(What you have to do) Every line of the data that contains the string "view" must be copied.

(Entries supplied)
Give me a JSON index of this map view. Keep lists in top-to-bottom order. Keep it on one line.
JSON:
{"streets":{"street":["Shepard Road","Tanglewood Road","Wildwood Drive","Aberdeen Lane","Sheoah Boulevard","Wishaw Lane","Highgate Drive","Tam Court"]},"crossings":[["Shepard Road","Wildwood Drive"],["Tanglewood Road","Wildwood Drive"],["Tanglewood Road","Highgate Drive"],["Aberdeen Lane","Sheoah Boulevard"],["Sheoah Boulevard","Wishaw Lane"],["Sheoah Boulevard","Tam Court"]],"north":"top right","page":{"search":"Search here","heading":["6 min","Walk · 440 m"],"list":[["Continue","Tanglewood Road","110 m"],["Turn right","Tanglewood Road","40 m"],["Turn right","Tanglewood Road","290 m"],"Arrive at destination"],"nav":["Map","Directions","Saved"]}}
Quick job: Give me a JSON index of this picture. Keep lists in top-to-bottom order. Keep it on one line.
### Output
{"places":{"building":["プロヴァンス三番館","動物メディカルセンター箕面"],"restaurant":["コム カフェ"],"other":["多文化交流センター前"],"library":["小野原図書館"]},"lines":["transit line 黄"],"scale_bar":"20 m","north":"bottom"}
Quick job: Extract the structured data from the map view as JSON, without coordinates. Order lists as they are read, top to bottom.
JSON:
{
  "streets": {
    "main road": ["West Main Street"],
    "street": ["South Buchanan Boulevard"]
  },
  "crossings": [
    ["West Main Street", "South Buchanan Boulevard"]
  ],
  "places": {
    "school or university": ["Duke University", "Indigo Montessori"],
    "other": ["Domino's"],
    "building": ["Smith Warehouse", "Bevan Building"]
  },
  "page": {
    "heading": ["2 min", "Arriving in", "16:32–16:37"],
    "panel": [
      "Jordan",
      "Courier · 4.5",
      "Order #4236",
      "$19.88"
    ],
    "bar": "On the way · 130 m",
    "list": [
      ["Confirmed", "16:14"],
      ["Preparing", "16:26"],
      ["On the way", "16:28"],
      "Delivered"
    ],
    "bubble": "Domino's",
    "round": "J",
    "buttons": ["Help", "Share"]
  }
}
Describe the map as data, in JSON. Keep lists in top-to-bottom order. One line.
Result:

(Solution to this exercise)
Give me a JSON index of this map view. Keep lists in top-to-bottom order. Keep it on one line.
Quick job: Extract the structured data from the map view as JSON, without coordinates. Order lists as they are read, top to bottom.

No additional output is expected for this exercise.